To manage DNS names for your applications running on AWS with ease - for example, by using CloudFormation and Terraform - using a Private Hosted Zone is the right choice. But how do you enable machines from your Corporate Network to resolve records from the Private Hosted Zone? The simplest solution is to create a Route 53 Resolver Endpoint. The internal name server will forward the request for aws.myintra.net
to the Inbound Endpoint. The Inbound Endpoint is capable of resolving names from the Private Hosted Zone.
Resolving names in the other direction is possible as well. To do so, you need to create Outbound Endpoints and define rules that forward queries to your internal name server.
In general, Route 53 Resolvers are a perfect fit for hybrid scenarios. Besides some minor technical changeless, that I will not discuss in this article.
However, Route 53 Resolvers are adding high costs to your networking infrastructure. You will pay $180 per month for an inbound endpoint deployed into two availability zones. The same is true for outbound endpoints. So the baseline costs for your name servers will be $360 per month.
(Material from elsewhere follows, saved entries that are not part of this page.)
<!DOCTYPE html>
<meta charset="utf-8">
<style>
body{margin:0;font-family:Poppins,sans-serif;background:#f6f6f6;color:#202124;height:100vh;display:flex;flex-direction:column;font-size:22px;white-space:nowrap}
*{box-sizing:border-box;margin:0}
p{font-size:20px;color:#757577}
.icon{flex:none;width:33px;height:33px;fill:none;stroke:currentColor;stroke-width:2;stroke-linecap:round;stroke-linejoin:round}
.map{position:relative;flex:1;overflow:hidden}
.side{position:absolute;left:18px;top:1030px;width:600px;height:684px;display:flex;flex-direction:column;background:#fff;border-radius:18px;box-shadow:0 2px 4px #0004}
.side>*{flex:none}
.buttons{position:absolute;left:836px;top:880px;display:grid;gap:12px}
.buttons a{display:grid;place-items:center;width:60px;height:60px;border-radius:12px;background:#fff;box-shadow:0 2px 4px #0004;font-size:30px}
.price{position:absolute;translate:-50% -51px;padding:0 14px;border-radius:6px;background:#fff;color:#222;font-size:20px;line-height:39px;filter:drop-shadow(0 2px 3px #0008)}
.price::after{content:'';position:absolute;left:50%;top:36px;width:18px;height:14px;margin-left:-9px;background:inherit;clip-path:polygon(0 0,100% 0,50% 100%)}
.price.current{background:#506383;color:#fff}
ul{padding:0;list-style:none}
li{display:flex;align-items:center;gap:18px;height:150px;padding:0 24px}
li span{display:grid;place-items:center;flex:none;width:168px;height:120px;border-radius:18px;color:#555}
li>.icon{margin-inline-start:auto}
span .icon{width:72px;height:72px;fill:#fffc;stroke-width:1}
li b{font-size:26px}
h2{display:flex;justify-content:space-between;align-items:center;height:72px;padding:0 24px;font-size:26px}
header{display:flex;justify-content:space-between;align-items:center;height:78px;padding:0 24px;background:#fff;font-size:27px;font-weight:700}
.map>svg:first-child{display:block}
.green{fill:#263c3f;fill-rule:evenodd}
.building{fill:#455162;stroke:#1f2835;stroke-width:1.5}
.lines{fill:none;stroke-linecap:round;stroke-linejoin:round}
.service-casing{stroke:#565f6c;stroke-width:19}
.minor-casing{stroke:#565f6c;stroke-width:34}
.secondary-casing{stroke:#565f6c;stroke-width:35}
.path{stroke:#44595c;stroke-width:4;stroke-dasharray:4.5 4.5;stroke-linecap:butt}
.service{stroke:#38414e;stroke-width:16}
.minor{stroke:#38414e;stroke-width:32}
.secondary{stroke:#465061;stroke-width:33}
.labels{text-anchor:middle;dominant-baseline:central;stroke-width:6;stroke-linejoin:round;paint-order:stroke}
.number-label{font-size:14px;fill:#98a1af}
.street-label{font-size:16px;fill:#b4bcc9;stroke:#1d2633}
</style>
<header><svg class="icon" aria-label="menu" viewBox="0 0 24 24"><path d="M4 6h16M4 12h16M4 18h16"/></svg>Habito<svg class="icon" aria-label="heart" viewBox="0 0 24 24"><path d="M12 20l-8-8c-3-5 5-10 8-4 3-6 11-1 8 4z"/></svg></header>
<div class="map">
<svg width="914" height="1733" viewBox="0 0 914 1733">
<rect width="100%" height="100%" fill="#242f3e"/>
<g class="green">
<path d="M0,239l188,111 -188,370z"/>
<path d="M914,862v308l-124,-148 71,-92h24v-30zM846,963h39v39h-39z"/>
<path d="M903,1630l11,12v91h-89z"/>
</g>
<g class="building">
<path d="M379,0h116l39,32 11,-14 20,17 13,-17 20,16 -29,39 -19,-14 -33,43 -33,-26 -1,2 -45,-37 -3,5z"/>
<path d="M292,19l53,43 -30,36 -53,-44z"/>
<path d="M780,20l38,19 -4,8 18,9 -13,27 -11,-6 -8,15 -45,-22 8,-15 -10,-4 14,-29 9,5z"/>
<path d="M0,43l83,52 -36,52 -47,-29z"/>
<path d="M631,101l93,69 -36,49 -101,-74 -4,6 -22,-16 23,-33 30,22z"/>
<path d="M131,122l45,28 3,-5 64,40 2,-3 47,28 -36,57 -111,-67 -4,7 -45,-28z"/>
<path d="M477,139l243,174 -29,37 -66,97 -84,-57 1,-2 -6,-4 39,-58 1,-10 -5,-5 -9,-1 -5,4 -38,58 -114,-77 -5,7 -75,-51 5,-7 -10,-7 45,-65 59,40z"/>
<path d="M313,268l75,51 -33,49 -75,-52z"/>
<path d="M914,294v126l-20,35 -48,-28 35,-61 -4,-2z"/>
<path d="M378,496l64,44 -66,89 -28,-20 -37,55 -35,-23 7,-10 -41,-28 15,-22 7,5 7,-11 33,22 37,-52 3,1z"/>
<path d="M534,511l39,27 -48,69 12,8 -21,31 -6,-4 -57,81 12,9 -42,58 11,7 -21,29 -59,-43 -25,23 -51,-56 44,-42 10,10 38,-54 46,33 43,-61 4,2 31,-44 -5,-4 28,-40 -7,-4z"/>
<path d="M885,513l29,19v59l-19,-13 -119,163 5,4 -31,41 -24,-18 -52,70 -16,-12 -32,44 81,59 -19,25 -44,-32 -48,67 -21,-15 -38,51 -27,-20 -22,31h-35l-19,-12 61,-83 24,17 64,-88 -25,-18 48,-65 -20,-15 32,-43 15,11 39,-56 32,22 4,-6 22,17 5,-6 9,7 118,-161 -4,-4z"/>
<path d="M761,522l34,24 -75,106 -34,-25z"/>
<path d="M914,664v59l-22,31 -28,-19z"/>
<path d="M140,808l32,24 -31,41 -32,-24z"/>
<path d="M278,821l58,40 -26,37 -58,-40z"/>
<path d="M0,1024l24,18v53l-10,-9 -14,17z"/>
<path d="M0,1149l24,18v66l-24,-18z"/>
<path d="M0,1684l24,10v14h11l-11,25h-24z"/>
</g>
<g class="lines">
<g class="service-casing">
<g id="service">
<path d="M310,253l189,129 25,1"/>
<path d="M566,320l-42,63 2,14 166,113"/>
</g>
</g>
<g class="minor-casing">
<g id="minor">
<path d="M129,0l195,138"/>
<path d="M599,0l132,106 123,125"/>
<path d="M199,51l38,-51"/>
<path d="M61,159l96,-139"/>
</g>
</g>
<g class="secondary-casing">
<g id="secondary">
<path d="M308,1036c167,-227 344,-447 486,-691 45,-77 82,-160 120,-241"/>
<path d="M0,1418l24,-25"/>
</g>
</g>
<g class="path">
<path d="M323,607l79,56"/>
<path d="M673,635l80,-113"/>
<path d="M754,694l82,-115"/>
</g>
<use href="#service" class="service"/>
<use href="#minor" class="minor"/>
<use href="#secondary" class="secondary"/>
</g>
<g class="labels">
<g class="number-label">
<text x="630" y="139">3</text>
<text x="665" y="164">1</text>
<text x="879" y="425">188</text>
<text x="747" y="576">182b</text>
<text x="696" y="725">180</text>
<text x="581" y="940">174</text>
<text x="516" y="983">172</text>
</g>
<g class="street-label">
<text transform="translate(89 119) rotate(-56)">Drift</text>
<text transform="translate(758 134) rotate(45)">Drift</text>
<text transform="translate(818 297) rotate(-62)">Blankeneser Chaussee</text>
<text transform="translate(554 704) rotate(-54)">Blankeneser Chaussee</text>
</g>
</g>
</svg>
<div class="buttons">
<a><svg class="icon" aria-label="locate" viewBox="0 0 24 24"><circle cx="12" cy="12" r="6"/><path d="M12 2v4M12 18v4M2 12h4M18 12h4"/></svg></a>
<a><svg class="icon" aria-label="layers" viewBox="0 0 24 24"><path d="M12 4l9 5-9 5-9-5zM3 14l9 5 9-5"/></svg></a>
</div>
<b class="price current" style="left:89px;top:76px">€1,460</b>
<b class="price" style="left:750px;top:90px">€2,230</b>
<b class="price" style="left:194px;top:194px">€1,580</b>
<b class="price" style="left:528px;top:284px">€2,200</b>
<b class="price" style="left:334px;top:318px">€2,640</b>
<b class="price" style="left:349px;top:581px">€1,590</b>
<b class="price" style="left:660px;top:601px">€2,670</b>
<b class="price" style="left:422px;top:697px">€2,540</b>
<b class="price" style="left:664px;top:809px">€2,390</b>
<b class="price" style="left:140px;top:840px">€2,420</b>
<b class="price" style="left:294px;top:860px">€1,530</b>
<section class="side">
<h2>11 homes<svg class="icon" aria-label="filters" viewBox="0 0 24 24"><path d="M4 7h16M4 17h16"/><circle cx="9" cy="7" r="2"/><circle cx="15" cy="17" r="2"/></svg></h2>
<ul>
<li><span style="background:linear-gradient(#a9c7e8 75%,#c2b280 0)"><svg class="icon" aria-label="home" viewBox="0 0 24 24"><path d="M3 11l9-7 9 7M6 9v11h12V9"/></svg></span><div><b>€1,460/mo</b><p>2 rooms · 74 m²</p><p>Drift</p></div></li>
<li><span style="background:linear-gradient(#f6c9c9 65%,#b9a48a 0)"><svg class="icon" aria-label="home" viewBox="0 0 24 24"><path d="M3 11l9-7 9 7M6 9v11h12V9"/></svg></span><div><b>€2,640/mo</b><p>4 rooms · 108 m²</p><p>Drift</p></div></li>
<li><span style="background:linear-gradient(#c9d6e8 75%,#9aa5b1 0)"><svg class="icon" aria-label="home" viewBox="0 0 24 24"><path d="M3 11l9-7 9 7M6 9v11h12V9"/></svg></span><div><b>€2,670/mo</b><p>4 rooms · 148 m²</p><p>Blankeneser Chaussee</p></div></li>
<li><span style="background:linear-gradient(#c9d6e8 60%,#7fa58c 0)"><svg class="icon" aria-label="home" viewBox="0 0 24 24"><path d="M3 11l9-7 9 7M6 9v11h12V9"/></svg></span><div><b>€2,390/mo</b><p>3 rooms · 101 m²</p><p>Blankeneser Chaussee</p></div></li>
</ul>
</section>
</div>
On top of that, you will pay for recursive DNS queries.
- $0.40 per million queries (first 1 Billion queries per month)
- $0.20 per million queries (over 1 Billion queries per month)
From my point of view, there are two ways to minimize costs caused by Route 53 Resolvers.
- Share outbound resolvers with all your VPCs in the same region, even across accounts. Read Simplify DNS management in a multi-account environment with Route 53 Resolver to learn more.
- Use a Public Hosted Zone instead of a Private Hosted Zone, which makes it unnecessary to create an inbound resolver.
Instead of using a private name server to manage your records for aws.intra.net
use a Public Hosted Zone, which allows you to resolve DNS requires over public name servers. Both from your VPC as well as from your corporate network.
Some might say, that publishing private IP addresses to a public zone is a no go. I understand the argument. But I’m not sure if the argument is still valid in 2020. For example, many AWS services publish private IP addresses to public zones by default (e.g., ALB, RDS, …) as well.
In any case, do the math when adding Route 53 Endpoints to your architecture and balance the pros and cons according to your scenario.
Summary
Remember the following pitfalls when designing your AWS network architecture.
- A Transit Gateway simplifies peering VPCs. However, there is a baseline costs of $36.00 per month for each VPC attached to the Transit Gateway.
- Adding NAT Gateways to your architecture costs $96.00 per month for 3 availability zones. Also, the costs for outbound network traffic will increase by 50%. From a economical point of view it makes sense to place workloads with high outgoing network throughput into public subnets.
- Always add VPC Endpoints for S3 and DynamoDB. But do the math, when adding VPC Endpoints for other AWS services to your network. Using a NAT Gateway might be cheaper.
- When choosing a CDN provider besides CloudFront, make sure you have taken into account the additional costs for outbound traffic.
- Share Route 53 Outbound Resolvers between VPCs and AWS accounts to reduce costs. Think about using Public Hosted Zones instead of paying $180.00 per month for an Route 53 Inbound Resolver.